Task prompt: What is needed is an exact copy of the lines in the listing below, from the one with "position:absolute; left:21px; top:21px;" up to and including the one with "display:grid; place-items:center; width:70px;", with no other lines.
★ ★ ★ ★ ★
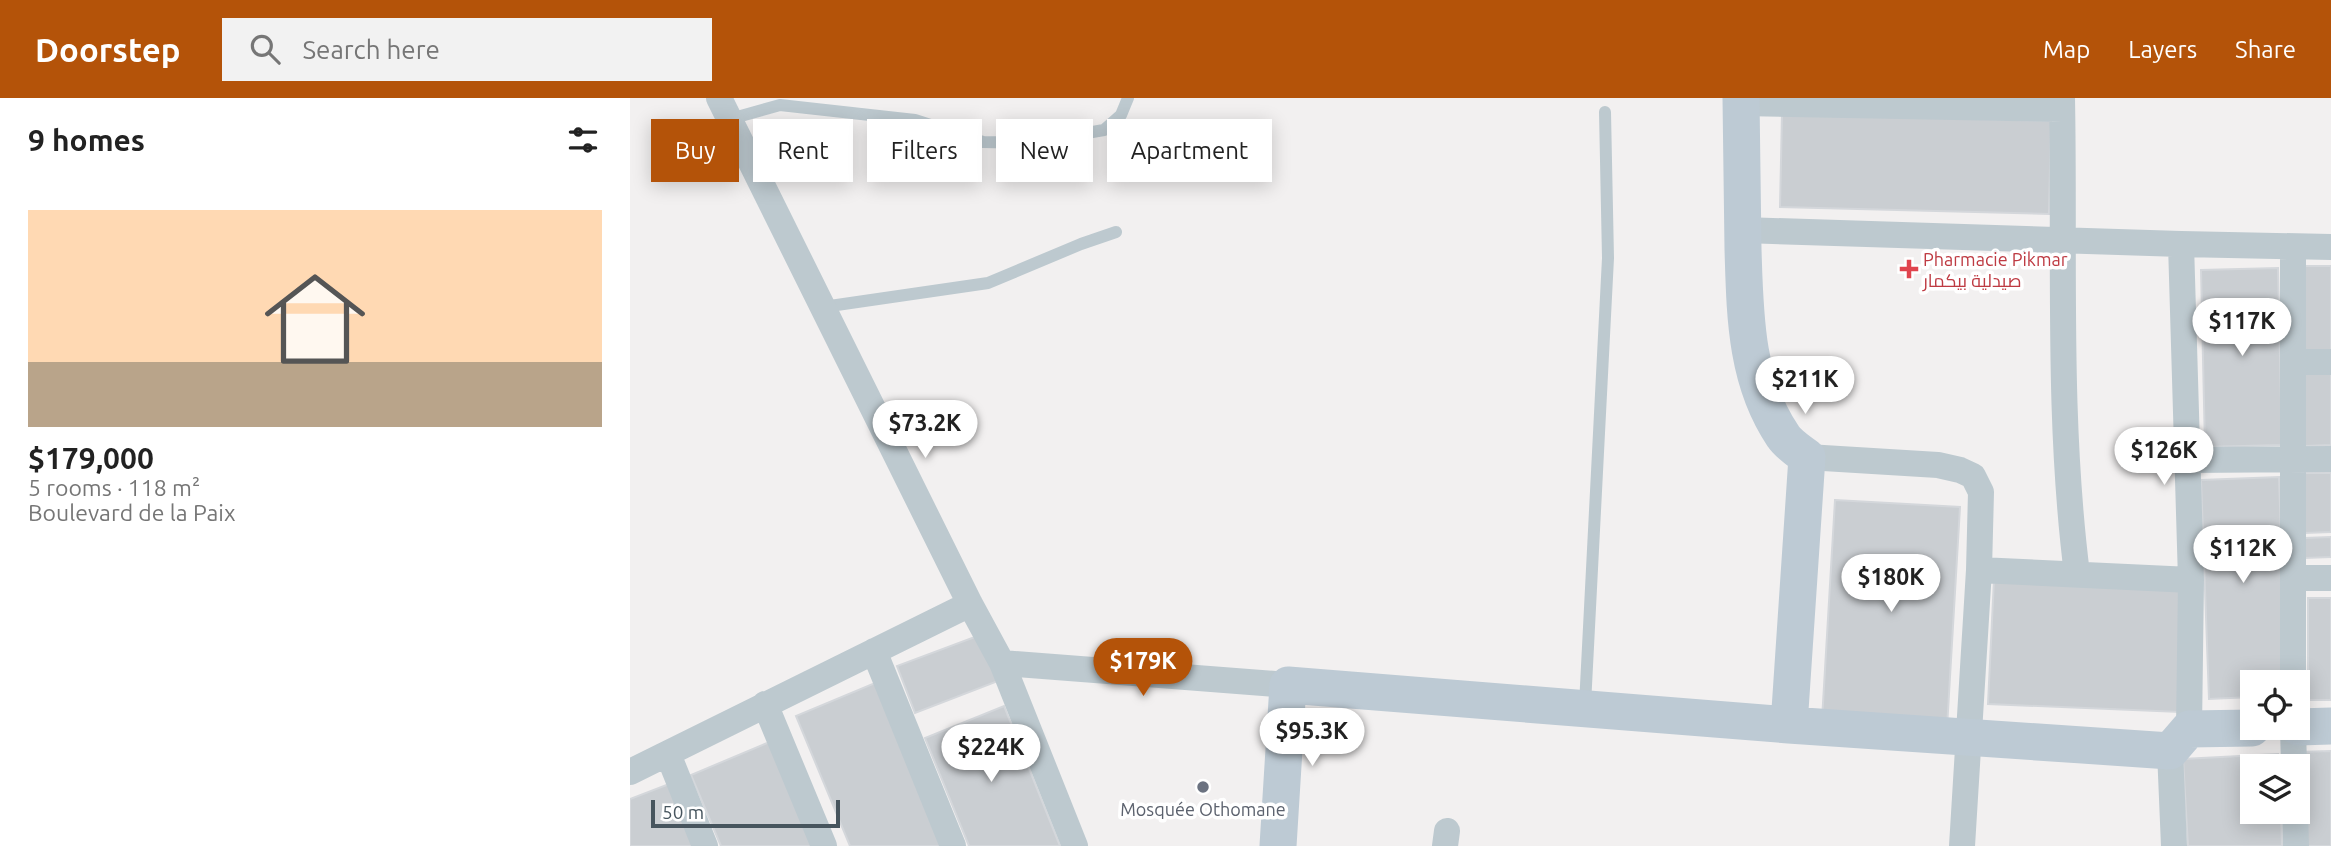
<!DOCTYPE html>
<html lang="en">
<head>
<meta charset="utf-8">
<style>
	:root { --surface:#fff; --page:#f2f2f2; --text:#222; --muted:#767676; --line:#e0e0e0; --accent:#b45309 }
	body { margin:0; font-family:Ubuntu,Cairo,sans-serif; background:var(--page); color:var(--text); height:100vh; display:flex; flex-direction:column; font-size:26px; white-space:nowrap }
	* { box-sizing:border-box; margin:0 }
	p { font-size:23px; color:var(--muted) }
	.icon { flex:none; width:38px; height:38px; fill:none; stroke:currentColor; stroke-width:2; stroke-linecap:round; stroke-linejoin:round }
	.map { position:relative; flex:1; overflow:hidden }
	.details { display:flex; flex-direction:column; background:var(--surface); width:630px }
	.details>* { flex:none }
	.banner { position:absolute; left:21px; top:21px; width:665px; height:63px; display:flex; gap:14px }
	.buttons { position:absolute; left:1610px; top:572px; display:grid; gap:14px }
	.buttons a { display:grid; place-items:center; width:70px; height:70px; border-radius:0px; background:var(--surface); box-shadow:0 4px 18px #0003; font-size:35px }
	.scale { position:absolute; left:21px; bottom:18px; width:189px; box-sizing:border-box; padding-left:7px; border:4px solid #47555e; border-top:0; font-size:19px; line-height:24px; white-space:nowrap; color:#47555e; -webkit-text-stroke:5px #fff; paint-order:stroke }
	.price { position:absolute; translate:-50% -60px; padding:0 16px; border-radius:24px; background:#fff; color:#222; font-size:23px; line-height:46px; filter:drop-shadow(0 2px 4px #0008) }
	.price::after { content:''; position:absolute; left:50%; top:42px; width:21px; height:16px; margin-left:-10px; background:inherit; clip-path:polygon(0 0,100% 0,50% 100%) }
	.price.current { background:var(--accent); color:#fff }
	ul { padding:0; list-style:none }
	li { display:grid; align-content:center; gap:14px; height:371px; padding:0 28px }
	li+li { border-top:2px solid var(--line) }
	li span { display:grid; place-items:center; height:217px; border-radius:0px; color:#555 }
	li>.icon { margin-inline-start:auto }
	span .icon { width:126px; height:126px; fill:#fffc; stroke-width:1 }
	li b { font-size:30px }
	h2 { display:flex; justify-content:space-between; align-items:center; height:84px; padding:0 28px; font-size:30px }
	.tag { padding:0 24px; border-radius:0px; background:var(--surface); box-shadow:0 4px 18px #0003; font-size:24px; line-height:63px }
	.tag.current { background:var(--accent); color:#fff }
	header { display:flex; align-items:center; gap:42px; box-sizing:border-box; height:98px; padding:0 35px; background:var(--accent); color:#fff }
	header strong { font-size:33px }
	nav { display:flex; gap:38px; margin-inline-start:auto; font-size:24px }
	.search { width:490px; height:63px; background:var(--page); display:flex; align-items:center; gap:18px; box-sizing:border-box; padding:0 24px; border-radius:0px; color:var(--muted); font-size:26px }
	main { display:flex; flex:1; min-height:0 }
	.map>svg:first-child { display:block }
</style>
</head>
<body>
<header>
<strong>Doorstep</strong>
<div class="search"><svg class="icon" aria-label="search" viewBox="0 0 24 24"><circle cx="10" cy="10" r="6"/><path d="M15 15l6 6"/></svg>Search here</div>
<nav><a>Map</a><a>Layers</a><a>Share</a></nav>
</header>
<main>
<section class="details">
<h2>9 homes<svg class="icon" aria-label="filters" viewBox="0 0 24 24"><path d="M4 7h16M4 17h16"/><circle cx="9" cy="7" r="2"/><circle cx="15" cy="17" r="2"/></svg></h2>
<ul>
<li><span style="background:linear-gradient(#ffd9b3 70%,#b9a48a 0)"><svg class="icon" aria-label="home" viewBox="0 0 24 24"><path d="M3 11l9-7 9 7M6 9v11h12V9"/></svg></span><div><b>$179,000</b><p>5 rooms · 118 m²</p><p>Boulevard de la Paix</p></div></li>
</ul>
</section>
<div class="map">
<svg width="1701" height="748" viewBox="0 0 1701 748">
	<rect width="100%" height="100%" fill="#f2f0f0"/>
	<!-- building -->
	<path fill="#caced2" stroke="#d4d7db" stroke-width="2" d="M1152,16L1421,23L1419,116L1150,109Z
		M1671,168H1701V257H1670Z
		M1648,170L1652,347L1575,349L1571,172Z
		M1675,276H1701V347L1675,348Z
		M1675,375H1701V434L1675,435Z
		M1649,379L1656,584H1622V599L1579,601L1571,382Z
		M1205,402L1330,409L1317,630L1192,622Z
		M1701,439V459L1675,460V440Z
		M1364,481L1556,490L1550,614L1358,606Z
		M1678,500H1701V602H1678Z
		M350,537L368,583L285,615L267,568Z
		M245,585L312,748H220L166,618Z
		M374,608L430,748H339L295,640Z
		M142,643L185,748H91L61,677Z
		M1701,653V748H1673L1669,654Z
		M1648,656V668H1622V714H1651L1652,748H1558L1553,661Z
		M39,686L64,748H0V701Z"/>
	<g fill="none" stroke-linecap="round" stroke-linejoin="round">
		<!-- lane -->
		<path stroke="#bdc9cf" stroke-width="12" d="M100,21L150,7L285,22L353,44L399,45L474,32L491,17L498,0
			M193,209L358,185L451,146L486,134
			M955,607L978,160L975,14"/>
		<!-- street -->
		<path stroke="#bdc9cf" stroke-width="26" d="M89,0L340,506L372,565L445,748
			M1432,0C1435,158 1427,318 1447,476
			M1111,5L1432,11
			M1113,132L1551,146L1701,149
			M1551,146L1561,482L1559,631
			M1663,149V584
			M1664,264H1701
			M1177,359L1308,367L1330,372L1343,378L1351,394L1349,472L1332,748
			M1557,362L1701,361
			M1349,472L1561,482
			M1665,480H1701
			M244,553L323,748
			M372,565L658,587
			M135,606L194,748
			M1663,630L1664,668
			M1540,653L1544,748
			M38,656L75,748
			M0,674L340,506
			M1665,714L1666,748
			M815,748L817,733"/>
		<!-- secondary -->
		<path stroke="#bdcad4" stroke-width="37" d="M1111,0C1112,50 1112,101 1113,151C1115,215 1115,282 1153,338C1158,346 1169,353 1177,359L1159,627
			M1668,629L1701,628
			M648,748L658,587L1159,627L1540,653L1559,631L1622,630"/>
	</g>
	<!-- markers -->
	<path fill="#e0444e" stroke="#fff" stroke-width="2.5" d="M1275.5 160.5h7v7h7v7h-7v7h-7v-7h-7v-7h7z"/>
	<circle fill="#6b7280" stroke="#fff" stroke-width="2.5" cx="573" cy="689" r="7"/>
	<g text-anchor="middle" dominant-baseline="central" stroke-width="7" stroke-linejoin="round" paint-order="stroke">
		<!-- health labels -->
		<g font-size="18" fill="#be3a42" stroke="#fff" text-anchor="start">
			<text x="1293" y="161">Pharmacie Pikmar<tspan x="1293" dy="21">صيدلية بيكمار</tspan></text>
		</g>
		<!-- worship labels -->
		<g font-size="18" fill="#5b616d" stroke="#fff">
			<text x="573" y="711">Mosquée Othomane</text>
		</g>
	</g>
</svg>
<div class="buttons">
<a><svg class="icon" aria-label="locate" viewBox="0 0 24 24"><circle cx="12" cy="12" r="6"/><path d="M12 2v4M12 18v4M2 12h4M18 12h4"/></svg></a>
<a><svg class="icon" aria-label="layers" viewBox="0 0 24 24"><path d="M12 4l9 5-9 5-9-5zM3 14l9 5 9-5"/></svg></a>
</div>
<div class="scale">50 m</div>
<b class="price" style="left:1612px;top:260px">$117K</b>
<b class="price" style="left:1175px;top:318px">$211K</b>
<b class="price" style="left:295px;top:362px">$73.2K</b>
<b class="price" style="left:1534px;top:389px">$126K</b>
<b class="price" style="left:1613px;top:487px">$112K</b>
<b class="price" style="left:1261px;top:516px">$180K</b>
<b class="price current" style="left:513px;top:600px">$179K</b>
<b class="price" style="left:682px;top:670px">$95.3K</b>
<b class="price" style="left:361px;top:686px">$224K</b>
<div class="banner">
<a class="tag current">Buy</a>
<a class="tag">Rent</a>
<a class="tag">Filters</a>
<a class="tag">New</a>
<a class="tag">Apartment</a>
</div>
</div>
</main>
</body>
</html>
★ ★ ★ ★ ★
Written reply:
	.banner { position:absolute; left:21px; top:21px; width:665px; height:63px; display:flex; gap:14px }
	.buttons { position:absolute; left:1610px; top:572px; display:grid; gap:14px }
	.buttons a { display:grid; place-items:center; width:70px; height:70px; border-radius:0px; background:var(--surface); box-shadow:0 4px 18px #0003; font-size:35px }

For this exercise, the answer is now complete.